Over the past 12 months the OFT has investigated two separate shopping centre acquisitions.  The first, last summer, was Capital Shopping Centre’s purchase of the Trafford Shopping Centre.  More recently in March 2012 the OFT cleared CSC’s acquisition of the Broadgate Shopping Centre in Nottingham. 

The reason for the OFT involvement is the Enterprise Act 2002 which covers merger situations (i.e. where two or more enterprises are brought under common ownership or control).  The term “enterprise” is very widely defined as the activities, or part of the activities of a business, and therefore a property such as a shopping centre, may in itself be an “enterprise”. 

The OFT only has the power to review a merger where either the target’s turnover exceeds £70m or if a “share of supply” test is met (i.e. both the acquirer and the target supply the same goods or services and after the acquisition they would together supply at least 25% of that good or service in the UK or a substantial part of the UK). In some cases, depending on the size and nature of the parties involved, real estate transactions may also trigger requirements to seek merger clearance from the European Commission. And under both UK and EU merger control rules, certain joint ventures can also require merger clearance.

The Trafford Centre acquisition fell within the OFT’s remit because the annual turnover exceeded the £70m threshold.  The Broadmarsh transaction fell well below the turnover threshold but satisfied the “share of supply” test because the parties together would account for 65-70% of the combined share of “shopping centre retail space” in Greater Nottingham – Greater Nottingham constituted a substantial part of the UK, in the OFT’s view.

In both cases the OFT did give clearance.
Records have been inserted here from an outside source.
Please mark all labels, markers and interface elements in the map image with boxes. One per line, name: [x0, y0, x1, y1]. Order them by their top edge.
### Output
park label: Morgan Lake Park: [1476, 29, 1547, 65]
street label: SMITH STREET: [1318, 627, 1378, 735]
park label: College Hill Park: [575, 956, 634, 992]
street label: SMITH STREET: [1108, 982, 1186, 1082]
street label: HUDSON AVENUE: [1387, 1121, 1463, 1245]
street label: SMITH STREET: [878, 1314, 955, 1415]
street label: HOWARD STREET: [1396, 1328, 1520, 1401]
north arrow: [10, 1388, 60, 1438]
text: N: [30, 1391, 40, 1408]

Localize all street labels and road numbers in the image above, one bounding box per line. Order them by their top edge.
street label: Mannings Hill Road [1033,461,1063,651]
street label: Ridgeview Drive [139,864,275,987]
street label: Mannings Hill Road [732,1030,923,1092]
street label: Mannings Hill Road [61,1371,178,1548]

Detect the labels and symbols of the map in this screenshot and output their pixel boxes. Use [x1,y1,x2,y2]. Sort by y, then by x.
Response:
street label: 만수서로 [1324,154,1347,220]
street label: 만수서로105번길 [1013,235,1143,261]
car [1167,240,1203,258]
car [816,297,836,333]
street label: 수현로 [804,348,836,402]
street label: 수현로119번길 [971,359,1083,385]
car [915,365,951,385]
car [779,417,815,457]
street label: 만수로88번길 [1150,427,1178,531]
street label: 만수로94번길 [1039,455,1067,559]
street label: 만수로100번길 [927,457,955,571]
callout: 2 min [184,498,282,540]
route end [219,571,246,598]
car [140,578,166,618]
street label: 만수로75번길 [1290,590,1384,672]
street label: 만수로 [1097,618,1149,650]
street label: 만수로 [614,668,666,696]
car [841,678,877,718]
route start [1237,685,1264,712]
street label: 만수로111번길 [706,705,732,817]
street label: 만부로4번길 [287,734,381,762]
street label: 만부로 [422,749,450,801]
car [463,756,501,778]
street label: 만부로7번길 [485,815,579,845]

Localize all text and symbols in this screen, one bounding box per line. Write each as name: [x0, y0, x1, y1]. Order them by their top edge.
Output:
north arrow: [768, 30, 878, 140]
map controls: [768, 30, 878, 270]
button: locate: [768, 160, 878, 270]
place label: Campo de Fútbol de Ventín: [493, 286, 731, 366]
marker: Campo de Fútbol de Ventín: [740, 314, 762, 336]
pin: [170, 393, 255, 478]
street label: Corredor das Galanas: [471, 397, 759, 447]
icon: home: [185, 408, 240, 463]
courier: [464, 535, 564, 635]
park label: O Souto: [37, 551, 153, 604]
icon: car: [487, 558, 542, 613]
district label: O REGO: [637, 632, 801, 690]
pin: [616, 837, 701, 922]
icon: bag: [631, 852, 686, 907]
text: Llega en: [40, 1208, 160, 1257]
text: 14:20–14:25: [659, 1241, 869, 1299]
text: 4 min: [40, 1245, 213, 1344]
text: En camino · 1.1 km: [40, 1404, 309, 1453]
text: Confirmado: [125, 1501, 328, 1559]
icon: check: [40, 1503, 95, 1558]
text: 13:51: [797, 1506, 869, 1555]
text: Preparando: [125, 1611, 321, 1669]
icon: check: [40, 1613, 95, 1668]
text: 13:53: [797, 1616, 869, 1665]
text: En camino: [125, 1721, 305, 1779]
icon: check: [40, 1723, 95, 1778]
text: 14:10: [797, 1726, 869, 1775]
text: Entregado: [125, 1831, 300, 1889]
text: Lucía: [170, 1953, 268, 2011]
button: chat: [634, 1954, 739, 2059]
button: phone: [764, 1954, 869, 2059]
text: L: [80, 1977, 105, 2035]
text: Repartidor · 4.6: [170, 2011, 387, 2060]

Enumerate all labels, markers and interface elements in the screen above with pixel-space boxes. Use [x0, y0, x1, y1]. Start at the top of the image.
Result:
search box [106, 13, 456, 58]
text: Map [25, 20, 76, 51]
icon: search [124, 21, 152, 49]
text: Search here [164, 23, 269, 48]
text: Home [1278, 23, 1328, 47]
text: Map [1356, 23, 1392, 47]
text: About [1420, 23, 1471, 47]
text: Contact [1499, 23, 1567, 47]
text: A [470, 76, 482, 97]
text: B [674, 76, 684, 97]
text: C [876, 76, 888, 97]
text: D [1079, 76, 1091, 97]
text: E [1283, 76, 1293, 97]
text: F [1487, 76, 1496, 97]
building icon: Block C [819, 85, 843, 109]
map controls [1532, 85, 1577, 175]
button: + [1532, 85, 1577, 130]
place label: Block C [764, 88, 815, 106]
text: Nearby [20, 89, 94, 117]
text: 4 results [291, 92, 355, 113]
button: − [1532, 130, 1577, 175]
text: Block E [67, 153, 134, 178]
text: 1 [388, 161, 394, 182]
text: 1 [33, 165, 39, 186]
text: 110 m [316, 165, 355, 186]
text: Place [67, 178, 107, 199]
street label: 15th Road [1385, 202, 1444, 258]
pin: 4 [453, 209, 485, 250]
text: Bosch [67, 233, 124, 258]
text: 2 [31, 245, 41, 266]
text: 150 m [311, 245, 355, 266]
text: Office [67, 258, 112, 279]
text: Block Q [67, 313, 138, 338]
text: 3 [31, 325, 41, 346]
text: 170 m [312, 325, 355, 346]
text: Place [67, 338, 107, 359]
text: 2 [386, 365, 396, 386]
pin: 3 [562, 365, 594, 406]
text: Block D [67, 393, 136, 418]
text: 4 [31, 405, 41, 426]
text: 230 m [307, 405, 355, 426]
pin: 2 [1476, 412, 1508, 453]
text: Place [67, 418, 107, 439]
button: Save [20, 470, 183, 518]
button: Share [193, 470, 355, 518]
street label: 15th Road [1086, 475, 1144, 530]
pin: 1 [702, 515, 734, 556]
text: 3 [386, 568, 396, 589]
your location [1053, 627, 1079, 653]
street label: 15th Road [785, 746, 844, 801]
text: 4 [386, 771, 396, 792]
Sellers and buyers of shopping centres in particular (but also potentially other assets such as factory outlet schemes) need to make sure they fully consider the potential impact of the Enterprise Act before entering into purchase contracts.  In practice the parties have two alternatives.  The first is to make the transaction conditional on OFT clearance (with potential implications for timing depending on how long the OFT investigation takes).  The second is to complete the transaction and take the risk that the OFT subsequently decides to investigate and refer the matter to the Competition Commission (and the Competition Commission have wide powers to order remedial action including potentially even unwinding the deal).

In the past we have seen a number of institutional investors and property companies pooling assets to create larger (and non-competing) retail schemes.  The two best examples are probably the Birmingham Alliance and also more recently the Bristol Alliance which led to the development of Cabot Circus.  Parties will need to ensure that they fully consider the potential implications of the merger rules on any such future project.